Task item
Report how many lines in the records carry the string "setLineDash", and give no further text.
** Opening Exercise material block **
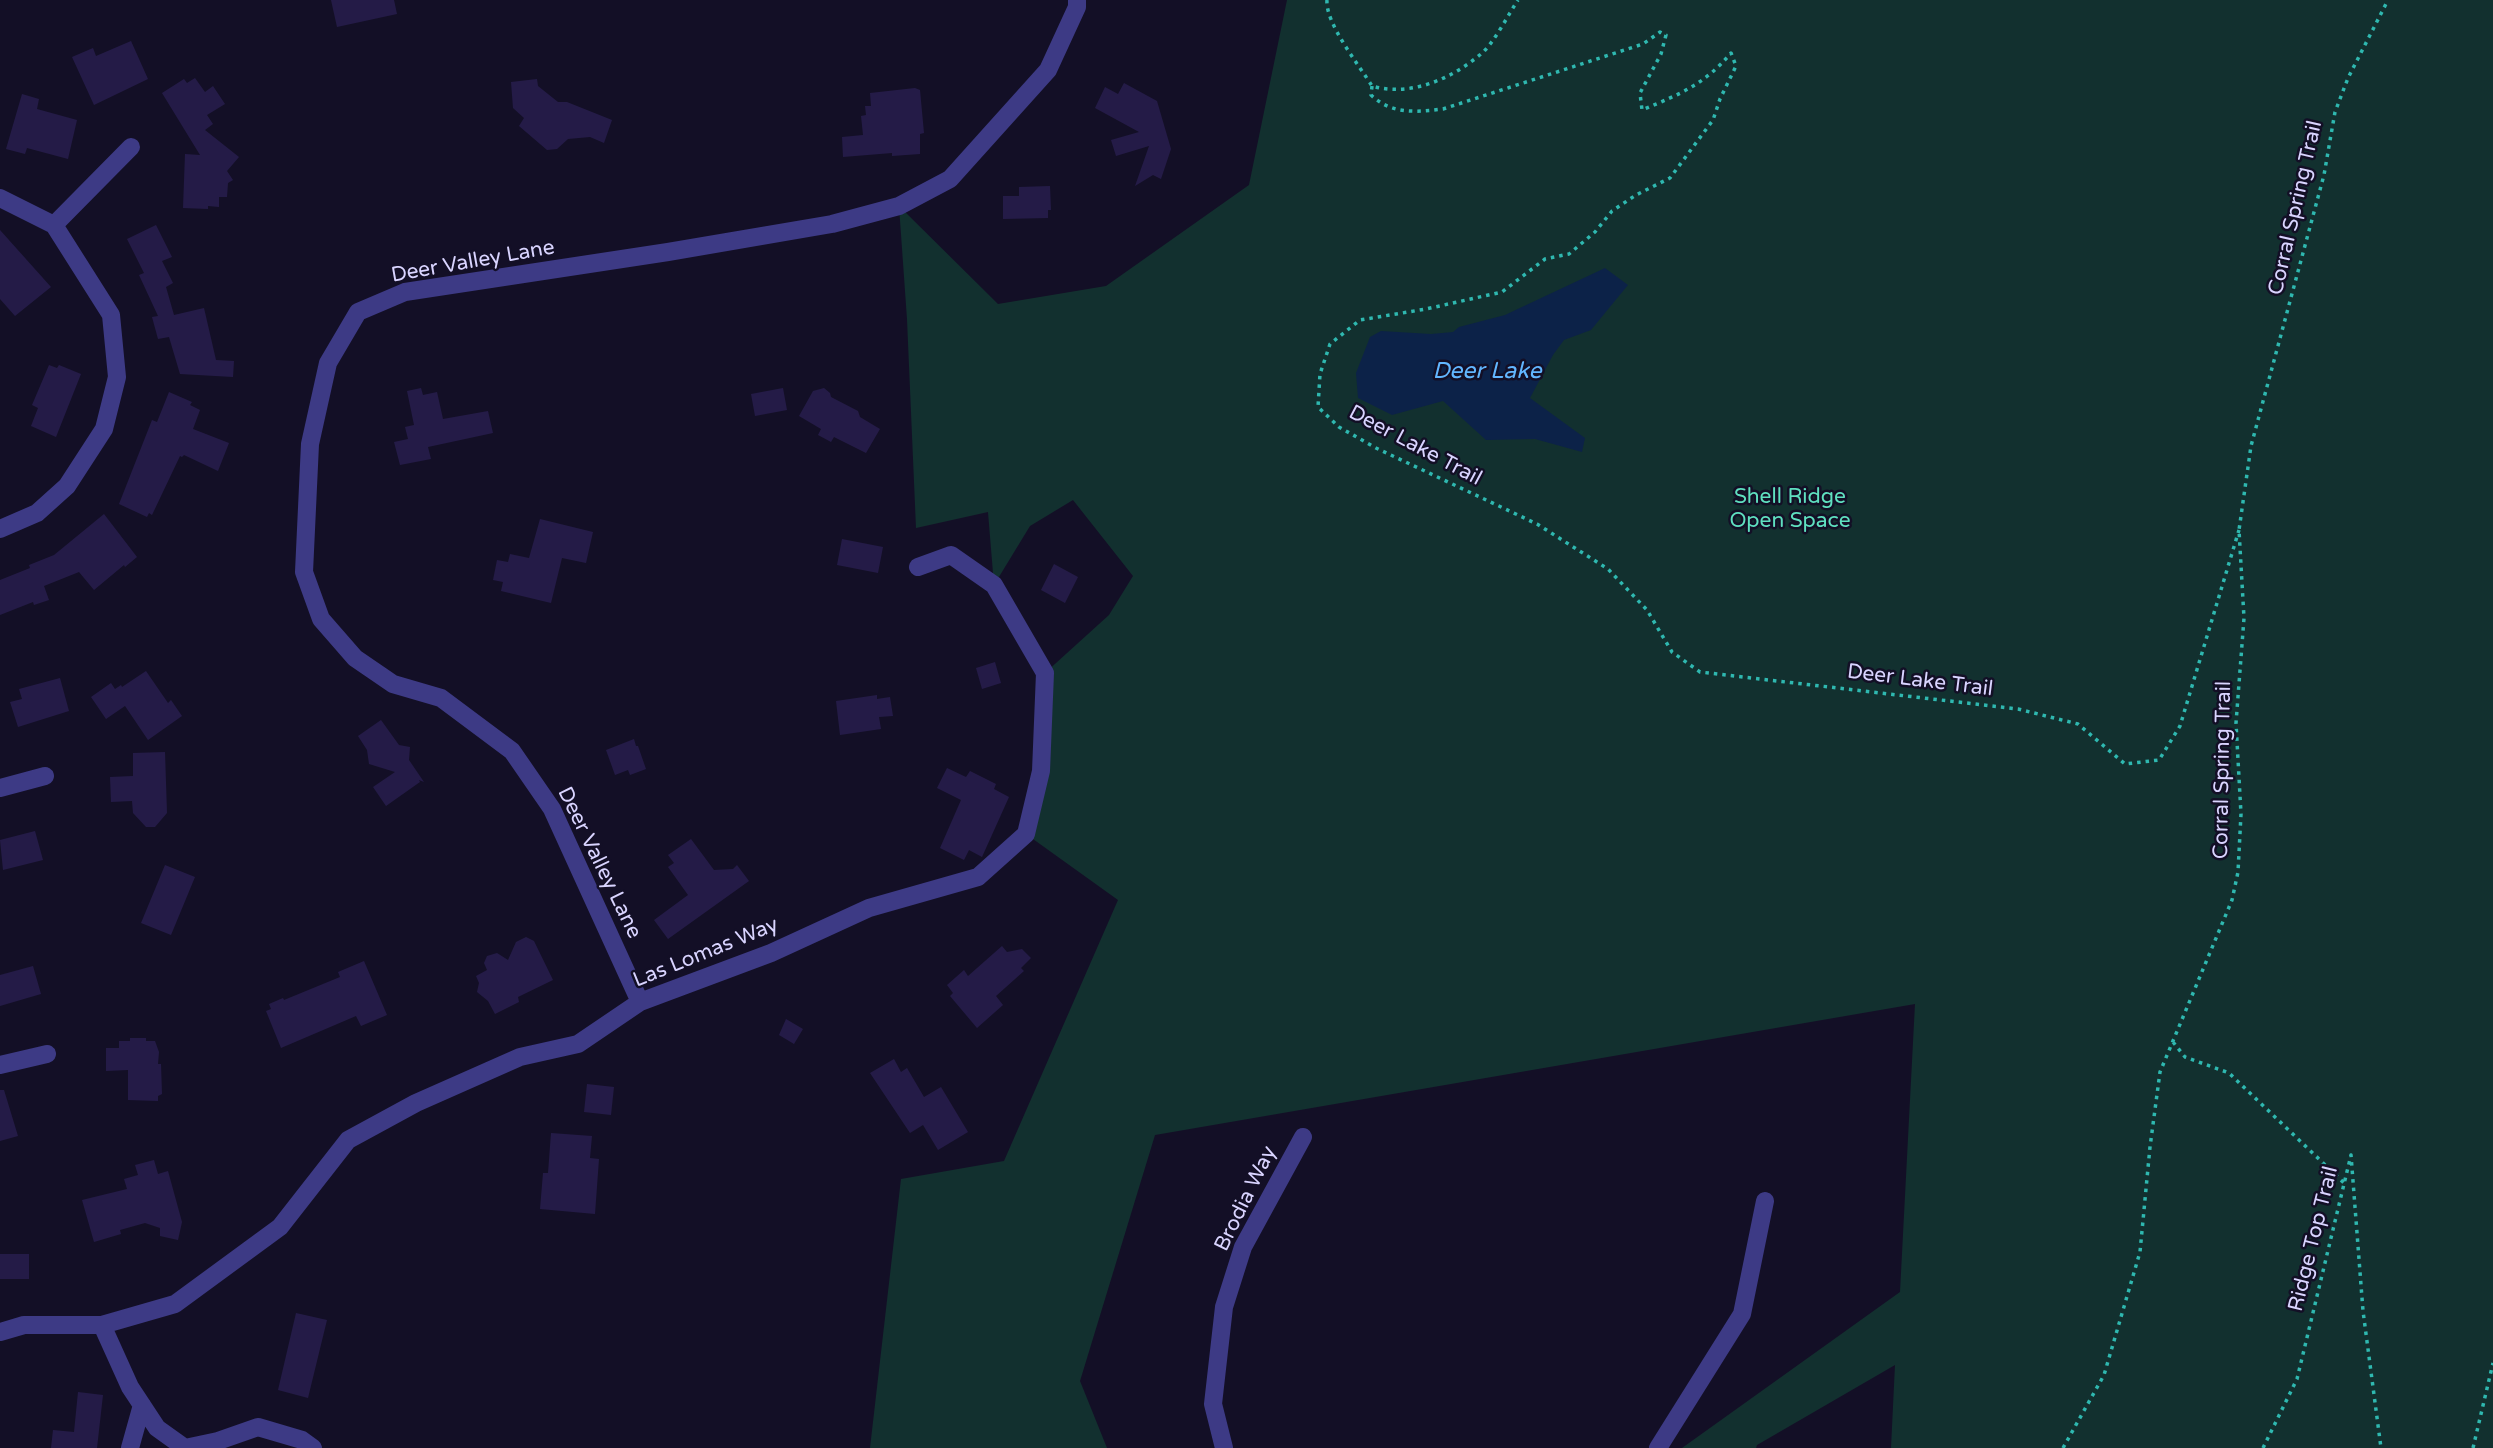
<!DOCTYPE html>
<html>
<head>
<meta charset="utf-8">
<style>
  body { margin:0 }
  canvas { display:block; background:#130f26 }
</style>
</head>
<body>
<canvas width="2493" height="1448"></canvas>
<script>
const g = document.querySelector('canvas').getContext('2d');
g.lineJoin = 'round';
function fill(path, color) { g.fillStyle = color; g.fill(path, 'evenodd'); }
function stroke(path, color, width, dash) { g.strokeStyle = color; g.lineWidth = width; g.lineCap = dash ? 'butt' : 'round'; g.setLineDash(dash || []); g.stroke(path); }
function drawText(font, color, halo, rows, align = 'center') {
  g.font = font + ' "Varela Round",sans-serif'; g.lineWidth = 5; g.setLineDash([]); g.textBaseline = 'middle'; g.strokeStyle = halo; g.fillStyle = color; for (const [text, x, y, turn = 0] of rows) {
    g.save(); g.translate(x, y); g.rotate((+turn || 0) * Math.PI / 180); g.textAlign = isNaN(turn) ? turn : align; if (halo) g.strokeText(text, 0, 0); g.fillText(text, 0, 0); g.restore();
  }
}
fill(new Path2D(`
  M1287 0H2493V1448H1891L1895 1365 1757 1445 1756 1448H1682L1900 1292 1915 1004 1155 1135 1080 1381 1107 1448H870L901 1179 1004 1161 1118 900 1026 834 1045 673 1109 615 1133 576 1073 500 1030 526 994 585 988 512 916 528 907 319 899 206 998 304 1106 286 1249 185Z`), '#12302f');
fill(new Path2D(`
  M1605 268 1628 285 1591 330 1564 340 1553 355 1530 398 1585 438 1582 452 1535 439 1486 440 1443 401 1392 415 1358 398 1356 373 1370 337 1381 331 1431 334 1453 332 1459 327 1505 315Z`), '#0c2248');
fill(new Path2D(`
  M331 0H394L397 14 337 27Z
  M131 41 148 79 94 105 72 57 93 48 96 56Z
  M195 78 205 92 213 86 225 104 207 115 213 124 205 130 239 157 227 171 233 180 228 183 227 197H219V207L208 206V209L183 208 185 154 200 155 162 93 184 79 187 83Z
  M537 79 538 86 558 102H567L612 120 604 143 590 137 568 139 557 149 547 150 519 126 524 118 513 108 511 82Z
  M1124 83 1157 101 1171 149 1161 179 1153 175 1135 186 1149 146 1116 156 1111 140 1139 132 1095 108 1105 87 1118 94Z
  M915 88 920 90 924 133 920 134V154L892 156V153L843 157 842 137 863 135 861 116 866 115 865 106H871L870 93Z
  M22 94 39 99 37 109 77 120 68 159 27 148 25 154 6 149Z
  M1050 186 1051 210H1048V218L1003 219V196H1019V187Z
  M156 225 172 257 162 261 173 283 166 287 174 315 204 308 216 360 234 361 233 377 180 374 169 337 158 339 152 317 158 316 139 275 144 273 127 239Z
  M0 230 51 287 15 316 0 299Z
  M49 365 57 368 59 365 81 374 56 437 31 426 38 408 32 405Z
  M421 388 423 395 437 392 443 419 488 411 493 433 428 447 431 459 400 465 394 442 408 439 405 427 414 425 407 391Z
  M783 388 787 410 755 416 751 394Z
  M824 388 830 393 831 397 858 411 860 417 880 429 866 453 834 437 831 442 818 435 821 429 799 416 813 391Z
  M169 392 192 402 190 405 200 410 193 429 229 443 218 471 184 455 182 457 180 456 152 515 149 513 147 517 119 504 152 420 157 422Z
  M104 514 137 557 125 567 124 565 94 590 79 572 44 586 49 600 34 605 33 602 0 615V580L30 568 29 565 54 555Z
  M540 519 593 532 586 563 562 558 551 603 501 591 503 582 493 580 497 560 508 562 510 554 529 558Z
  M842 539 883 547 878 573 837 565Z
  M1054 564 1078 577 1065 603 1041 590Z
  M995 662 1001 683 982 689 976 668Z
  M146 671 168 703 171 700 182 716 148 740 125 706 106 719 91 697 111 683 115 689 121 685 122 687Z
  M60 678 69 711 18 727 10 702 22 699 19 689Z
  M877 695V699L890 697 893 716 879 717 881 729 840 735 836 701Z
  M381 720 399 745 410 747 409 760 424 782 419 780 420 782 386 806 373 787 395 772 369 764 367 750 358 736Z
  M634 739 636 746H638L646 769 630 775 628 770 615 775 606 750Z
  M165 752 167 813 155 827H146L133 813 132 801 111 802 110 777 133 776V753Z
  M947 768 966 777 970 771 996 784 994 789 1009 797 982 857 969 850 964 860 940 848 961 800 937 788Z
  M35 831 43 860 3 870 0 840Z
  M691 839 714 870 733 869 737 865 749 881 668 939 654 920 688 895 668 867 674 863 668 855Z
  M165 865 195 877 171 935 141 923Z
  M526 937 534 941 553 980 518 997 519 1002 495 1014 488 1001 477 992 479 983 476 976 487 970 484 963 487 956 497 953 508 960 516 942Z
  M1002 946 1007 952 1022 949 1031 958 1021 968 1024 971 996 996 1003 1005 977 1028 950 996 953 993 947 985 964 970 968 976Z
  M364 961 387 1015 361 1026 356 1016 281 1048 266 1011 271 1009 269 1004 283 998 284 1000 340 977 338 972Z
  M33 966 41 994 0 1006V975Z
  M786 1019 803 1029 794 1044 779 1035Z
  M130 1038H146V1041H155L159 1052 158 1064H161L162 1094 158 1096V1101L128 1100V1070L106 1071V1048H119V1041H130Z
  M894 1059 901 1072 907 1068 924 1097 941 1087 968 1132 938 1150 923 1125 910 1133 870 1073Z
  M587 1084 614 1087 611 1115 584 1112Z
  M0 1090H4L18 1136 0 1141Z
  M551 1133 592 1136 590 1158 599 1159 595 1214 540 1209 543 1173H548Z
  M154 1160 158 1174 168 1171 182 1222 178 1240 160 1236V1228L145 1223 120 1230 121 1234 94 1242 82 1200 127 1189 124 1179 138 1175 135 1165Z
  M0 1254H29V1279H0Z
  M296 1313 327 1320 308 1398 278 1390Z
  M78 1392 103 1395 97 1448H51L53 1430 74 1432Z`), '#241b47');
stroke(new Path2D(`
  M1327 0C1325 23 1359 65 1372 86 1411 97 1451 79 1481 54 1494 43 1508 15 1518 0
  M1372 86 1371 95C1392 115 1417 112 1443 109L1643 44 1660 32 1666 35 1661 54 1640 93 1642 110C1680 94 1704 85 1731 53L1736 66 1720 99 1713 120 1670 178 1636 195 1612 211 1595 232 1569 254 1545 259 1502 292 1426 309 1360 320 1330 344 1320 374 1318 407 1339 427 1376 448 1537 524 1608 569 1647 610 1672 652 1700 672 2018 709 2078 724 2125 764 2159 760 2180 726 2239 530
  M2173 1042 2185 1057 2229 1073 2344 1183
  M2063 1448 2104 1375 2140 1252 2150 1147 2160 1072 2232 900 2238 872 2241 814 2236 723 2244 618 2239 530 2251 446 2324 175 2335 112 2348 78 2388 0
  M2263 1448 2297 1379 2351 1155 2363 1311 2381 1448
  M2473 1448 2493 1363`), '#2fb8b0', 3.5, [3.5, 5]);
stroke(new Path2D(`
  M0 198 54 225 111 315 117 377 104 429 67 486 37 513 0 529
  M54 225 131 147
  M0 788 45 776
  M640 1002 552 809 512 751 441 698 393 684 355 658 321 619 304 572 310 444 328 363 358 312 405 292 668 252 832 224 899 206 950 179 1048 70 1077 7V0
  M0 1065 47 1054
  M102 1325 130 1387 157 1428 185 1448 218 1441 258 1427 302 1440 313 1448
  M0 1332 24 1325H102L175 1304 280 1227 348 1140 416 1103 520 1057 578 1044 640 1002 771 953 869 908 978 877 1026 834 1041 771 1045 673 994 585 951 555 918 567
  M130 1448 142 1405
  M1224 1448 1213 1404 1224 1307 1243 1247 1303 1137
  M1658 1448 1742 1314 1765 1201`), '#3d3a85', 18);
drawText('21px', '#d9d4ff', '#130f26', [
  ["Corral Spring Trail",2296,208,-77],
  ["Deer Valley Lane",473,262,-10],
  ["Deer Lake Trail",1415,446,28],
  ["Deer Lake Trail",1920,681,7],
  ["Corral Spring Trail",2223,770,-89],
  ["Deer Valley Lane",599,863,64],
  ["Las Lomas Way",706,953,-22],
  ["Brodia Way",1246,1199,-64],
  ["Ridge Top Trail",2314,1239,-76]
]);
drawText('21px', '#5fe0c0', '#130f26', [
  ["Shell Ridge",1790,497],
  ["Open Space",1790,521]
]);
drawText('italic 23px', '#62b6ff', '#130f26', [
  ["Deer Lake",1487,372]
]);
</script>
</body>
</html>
** Closing Exercise material block **
Exercise result
2